Could you please find each line in the records that contains the word "places" and copy it?

Collected data
+ + + + + + +

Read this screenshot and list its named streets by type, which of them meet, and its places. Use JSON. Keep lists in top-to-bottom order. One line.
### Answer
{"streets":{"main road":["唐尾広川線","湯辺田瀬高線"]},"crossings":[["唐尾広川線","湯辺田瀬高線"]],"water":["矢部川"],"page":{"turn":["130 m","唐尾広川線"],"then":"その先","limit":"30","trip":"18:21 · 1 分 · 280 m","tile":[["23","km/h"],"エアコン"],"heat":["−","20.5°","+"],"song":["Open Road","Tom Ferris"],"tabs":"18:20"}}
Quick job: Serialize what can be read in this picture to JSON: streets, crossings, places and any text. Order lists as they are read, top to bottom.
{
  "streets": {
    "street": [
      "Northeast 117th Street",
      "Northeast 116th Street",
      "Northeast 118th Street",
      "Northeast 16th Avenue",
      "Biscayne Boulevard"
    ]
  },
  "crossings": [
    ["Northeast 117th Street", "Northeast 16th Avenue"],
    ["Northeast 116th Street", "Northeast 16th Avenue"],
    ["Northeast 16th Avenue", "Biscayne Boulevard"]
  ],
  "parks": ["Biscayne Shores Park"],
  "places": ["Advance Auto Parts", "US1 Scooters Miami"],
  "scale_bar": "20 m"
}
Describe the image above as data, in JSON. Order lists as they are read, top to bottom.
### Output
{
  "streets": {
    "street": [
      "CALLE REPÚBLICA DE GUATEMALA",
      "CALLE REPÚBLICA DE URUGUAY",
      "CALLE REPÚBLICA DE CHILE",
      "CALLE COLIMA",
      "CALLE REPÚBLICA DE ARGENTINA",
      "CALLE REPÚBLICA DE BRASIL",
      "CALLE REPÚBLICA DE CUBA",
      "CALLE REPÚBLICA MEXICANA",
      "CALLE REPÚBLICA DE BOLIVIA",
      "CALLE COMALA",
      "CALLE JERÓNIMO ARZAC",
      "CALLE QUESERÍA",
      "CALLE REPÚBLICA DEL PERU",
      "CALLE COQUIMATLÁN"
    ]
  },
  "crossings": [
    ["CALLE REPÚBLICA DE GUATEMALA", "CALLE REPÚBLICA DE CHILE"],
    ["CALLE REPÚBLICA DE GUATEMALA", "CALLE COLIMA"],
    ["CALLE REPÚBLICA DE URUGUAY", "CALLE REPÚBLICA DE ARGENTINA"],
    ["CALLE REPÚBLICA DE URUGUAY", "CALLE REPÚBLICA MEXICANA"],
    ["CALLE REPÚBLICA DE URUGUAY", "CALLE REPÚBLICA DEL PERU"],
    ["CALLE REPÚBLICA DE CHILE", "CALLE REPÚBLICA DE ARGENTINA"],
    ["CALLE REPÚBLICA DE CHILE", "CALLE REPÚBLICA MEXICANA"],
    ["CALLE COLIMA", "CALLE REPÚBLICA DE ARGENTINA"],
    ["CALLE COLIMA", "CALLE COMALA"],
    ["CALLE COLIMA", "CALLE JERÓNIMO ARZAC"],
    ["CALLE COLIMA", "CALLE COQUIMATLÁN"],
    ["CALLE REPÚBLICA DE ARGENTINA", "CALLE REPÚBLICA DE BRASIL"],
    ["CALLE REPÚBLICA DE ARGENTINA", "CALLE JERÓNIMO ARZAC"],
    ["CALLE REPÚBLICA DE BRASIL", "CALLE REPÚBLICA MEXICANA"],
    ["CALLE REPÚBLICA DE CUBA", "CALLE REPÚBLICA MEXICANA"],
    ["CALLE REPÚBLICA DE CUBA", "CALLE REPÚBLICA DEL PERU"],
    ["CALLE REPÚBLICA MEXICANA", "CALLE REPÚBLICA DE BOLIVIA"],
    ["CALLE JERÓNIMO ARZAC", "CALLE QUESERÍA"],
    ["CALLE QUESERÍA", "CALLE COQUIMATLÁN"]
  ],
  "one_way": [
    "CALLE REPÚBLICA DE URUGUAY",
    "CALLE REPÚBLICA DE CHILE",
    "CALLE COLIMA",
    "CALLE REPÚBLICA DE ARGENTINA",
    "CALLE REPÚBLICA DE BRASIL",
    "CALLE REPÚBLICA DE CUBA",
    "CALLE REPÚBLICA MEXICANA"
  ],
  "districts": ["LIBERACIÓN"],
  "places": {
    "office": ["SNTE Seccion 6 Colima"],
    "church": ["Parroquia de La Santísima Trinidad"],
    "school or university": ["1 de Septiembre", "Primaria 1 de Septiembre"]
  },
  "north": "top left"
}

+ + + + + + +

» Result of the task:
Read this screenshot and list its named streets by type, which of them meet, and its places. Use JSON. Keep lists in top-to-bottom order. One line.
Quick job: Serialize what can be read in this picture to JSON: streets, crossings, places and any text. Order lists as they are read, top to bottom.
  "places": ["Advance Auto Parts", "US1 Scooters Miami"],
  "places": {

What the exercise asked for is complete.